As the answer, give a copy of each line below that includes the word "none".

*** Data provided ***

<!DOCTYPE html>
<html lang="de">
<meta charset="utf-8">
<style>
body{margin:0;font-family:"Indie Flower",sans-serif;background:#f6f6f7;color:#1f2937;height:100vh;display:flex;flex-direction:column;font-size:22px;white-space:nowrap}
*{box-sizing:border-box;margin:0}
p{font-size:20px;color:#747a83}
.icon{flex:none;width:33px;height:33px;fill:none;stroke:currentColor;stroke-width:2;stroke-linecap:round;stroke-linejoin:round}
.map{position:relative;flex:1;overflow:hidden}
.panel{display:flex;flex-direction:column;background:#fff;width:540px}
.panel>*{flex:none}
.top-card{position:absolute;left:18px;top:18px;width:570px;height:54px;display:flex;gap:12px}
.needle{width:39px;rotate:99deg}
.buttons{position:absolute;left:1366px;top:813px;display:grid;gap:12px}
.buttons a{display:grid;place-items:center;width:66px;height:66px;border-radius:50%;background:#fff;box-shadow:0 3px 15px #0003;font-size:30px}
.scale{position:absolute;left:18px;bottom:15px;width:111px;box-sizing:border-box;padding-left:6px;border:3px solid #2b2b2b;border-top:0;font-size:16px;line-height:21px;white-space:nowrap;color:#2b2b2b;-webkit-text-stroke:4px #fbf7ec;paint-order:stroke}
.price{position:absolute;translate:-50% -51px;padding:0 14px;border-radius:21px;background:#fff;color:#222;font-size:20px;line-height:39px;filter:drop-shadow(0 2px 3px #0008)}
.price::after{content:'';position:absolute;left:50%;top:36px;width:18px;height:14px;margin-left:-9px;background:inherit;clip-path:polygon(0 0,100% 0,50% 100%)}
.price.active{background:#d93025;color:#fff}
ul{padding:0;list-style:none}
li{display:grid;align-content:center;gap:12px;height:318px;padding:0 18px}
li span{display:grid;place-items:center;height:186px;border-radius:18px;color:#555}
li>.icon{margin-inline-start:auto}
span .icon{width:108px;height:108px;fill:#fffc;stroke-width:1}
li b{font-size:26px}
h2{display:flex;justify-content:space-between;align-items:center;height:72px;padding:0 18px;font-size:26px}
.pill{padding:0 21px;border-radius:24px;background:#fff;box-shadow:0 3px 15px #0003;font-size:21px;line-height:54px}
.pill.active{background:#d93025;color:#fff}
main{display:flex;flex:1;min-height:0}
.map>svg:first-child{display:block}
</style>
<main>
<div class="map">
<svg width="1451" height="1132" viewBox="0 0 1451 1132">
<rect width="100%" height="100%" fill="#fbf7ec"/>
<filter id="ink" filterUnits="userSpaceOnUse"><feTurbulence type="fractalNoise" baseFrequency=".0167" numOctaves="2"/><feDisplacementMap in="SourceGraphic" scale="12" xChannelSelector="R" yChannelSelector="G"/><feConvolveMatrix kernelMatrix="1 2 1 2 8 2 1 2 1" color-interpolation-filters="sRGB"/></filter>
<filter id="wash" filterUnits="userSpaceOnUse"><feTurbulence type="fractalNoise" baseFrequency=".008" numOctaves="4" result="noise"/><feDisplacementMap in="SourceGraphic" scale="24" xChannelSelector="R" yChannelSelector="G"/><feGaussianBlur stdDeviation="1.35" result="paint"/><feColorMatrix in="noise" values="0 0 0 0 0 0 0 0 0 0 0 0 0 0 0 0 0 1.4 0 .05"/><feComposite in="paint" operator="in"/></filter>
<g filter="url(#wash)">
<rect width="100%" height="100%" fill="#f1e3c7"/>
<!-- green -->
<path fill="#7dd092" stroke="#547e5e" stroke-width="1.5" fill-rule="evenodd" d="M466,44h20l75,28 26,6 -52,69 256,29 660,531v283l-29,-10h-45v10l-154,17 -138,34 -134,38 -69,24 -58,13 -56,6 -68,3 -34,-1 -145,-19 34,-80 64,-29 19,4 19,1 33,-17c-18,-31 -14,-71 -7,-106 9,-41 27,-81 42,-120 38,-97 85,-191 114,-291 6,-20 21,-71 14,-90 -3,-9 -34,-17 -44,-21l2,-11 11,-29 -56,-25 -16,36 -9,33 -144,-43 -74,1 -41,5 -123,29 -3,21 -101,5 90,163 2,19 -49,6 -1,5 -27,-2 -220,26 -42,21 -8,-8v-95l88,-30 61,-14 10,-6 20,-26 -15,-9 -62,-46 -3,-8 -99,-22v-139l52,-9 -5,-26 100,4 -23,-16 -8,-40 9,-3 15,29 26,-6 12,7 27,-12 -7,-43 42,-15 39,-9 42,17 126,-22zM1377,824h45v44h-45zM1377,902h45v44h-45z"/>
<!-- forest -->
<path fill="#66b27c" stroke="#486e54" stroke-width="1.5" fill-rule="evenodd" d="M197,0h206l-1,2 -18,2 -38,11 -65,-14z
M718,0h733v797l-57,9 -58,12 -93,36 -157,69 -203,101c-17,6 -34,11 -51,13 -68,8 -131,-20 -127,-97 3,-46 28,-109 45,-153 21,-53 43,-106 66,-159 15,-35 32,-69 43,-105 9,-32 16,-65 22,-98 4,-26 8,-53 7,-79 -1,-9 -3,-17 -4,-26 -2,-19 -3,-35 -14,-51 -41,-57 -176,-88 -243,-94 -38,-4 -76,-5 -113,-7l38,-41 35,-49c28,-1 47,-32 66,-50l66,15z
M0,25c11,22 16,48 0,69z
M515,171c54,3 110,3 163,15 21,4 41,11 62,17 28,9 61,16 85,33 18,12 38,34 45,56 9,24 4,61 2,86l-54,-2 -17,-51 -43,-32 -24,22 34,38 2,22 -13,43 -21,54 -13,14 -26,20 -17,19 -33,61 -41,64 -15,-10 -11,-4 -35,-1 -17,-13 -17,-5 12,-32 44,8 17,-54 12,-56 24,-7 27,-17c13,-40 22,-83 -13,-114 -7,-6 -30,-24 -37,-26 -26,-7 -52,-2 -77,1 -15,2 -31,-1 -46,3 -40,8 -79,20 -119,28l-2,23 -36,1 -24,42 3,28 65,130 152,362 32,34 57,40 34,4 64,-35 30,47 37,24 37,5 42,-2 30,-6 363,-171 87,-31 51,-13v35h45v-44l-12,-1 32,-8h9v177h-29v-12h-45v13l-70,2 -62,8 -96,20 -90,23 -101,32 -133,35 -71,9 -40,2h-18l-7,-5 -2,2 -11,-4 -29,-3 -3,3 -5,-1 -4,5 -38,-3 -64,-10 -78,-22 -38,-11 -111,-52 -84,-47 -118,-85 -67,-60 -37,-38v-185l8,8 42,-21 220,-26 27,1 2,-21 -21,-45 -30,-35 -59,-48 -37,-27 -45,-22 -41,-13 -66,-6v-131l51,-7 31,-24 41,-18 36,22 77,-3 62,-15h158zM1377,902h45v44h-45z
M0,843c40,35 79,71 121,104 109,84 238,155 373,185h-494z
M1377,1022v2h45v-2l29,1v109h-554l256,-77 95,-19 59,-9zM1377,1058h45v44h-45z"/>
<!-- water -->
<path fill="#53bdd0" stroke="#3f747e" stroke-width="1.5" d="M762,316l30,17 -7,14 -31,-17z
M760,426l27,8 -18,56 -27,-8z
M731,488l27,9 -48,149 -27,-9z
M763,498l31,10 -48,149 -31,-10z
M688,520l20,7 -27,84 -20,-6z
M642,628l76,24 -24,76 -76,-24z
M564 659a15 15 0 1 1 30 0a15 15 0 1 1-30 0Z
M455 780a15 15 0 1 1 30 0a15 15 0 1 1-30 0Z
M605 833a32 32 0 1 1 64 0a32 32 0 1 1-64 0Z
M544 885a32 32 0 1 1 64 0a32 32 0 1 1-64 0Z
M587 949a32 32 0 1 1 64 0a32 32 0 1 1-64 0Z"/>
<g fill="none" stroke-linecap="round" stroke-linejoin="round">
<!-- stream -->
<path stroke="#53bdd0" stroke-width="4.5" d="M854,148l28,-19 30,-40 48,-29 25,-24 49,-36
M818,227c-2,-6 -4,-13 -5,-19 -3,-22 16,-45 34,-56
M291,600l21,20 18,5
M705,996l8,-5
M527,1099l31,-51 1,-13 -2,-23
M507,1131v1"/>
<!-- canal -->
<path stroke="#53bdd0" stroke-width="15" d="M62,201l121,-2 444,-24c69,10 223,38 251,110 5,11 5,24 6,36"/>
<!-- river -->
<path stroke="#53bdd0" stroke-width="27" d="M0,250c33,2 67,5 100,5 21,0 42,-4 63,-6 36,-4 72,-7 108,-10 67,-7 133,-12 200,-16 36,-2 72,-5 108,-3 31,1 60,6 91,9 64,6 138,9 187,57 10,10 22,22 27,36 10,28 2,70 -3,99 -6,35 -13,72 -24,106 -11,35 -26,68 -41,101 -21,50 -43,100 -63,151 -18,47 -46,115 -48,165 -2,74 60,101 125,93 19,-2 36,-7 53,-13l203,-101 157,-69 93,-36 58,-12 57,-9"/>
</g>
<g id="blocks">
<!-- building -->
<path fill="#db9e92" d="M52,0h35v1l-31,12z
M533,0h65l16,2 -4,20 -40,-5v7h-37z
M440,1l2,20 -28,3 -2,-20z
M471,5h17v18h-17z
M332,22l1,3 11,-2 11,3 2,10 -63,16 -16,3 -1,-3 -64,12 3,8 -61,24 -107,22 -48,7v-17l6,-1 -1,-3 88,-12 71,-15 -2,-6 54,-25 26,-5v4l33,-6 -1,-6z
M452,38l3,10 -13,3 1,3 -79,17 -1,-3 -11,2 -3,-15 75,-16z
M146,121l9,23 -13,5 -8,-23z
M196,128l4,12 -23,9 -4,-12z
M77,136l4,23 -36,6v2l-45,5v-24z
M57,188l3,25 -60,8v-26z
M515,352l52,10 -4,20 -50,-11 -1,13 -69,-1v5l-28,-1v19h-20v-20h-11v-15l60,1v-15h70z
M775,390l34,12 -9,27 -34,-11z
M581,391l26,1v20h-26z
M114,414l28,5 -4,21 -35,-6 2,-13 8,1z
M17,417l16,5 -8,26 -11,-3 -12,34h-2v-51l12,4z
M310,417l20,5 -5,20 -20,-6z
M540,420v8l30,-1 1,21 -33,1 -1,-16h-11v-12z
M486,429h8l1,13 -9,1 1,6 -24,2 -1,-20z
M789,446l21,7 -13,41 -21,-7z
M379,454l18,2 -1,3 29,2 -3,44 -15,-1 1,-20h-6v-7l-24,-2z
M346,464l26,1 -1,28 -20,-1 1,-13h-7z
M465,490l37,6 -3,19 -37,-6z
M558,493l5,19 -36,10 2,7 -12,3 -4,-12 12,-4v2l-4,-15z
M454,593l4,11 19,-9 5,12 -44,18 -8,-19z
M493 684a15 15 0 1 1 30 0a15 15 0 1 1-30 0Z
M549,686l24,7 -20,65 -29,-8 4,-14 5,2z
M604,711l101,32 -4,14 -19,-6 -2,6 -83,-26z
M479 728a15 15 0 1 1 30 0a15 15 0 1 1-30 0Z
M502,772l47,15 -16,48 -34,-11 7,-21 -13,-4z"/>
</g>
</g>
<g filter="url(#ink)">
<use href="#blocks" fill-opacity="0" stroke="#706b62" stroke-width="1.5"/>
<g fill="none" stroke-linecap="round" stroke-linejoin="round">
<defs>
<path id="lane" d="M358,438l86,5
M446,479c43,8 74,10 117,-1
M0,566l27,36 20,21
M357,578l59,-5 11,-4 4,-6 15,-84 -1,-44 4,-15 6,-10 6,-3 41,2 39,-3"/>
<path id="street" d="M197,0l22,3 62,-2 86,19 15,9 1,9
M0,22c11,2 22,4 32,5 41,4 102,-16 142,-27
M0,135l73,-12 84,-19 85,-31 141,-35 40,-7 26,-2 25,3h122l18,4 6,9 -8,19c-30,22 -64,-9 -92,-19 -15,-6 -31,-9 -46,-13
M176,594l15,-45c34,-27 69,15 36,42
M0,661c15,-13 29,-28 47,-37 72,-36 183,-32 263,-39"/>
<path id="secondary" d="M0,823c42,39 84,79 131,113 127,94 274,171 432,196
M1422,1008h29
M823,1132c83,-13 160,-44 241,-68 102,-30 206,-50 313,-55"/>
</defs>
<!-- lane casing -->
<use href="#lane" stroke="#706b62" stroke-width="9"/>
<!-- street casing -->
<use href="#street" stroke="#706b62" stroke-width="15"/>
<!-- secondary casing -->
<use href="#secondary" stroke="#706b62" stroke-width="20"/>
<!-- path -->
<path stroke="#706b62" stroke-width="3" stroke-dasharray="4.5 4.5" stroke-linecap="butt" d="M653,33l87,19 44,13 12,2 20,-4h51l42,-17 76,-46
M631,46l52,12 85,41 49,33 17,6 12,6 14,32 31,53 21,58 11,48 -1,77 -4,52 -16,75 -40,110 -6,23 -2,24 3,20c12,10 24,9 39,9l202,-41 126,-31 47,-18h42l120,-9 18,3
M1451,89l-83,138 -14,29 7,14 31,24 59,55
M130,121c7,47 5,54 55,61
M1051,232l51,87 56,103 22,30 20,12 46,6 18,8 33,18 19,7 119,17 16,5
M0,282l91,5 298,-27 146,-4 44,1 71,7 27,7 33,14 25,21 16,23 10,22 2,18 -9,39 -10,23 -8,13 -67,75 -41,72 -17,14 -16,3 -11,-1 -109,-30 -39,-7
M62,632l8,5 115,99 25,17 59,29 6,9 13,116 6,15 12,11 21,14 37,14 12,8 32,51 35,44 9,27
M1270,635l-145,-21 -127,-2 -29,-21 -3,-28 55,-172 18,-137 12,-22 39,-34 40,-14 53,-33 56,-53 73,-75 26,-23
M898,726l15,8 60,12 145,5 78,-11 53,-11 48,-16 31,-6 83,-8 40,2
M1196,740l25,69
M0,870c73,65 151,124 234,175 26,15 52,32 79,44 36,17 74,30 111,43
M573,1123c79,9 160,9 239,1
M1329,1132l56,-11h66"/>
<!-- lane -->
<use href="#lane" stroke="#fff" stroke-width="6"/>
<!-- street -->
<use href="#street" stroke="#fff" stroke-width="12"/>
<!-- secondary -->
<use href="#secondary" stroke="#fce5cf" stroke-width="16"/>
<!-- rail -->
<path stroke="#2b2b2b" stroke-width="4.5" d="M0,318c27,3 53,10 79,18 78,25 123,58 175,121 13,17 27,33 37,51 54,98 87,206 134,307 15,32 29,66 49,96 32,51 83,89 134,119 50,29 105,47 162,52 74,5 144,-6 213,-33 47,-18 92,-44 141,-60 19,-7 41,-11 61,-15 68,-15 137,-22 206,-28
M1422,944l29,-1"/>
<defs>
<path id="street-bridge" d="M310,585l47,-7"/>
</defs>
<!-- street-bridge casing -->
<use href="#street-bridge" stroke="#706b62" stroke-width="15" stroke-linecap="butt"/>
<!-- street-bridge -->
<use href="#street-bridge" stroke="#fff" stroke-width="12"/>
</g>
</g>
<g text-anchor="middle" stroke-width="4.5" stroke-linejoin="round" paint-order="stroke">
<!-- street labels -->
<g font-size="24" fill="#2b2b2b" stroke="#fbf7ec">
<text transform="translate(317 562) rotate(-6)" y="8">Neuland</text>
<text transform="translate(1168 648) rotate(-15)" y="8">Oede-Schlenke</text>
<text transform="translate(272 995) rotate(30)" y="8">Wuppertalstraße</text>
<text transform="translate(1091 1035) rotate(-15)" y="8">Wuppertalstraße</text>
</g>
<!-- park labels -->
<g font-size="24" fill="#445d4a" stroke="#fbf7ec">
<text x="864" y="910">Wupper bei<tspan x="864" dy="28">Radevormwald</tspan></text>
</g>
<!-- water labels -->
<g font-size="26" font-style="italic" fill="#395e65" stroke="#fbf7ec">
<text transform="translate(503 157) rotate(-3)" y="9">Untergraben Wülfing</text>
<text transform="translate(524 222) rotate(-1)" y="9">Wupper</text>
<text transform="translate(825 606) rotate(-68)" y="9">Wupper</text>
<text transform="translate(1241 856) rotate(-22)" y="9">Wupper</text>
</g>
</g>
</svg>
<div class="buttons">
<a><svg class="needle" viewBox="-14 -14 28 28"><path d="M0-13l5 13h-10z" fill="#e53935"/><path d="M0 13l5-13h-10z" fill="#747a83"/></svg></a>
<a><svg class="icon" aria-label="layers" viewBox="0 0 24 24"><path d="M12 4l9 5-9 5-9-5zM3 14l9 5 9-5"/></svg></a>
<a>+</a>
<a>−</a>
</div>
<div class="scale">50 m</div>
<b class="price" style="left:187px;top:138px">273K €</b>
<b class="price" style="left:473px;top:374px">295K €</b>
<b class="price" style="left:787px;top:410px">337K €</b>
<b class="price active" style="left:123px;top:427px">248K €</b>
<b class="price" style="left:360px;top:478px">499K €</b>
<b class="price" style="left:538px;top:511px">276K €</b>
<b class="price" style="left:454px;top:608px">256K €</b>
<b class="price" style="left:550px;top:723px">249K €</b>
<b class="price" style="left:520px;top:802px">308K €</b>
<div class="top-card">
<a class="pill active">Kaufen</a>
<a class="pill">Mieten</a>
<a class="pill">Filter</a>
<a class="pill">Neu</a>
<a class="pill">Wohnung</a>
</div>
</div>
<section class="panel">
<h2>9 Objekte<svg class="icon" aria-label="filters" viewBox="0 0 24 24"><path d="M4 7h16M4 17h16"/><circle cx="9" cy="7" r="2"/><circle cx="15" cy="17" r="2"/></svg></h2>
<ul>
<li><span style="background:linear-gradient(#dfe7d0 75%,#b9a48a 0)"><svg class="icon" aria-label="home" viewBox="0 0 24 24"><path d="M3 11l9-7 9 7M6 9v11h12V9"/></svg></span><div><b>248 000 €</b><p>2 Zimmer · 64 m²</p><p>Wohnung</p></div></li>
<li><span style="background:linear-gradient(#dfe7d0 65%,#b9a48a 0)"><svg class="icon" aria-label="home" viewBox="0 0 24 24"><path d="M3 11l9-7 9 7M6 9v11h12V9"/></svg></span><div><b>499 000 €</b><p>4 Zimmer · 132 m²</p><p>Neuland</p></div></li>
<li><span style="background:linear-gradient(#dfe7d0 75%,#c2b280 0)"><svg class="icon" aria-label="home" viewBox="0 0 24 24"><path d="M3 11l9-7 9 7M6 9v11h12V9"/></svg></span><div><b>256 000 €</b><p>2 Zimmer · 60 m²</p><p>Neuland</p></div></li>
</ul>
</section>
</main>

*** End of Data provided ***

◆ Answer to the exercise ◆
.icon{flex:none;width:33px;height:33px;fill:none;stroke:currentColor;stroke-width:2;stroke-linecap:round;stroke-linejoin:round}
.panel>*{flex:none}
ul{padding:0;list-style:none}
<g fill="none" stroke-linecap="round" stroke-linejoin="round">
<g fill="none" stroke-linecap="round" stroke-linejoin="round">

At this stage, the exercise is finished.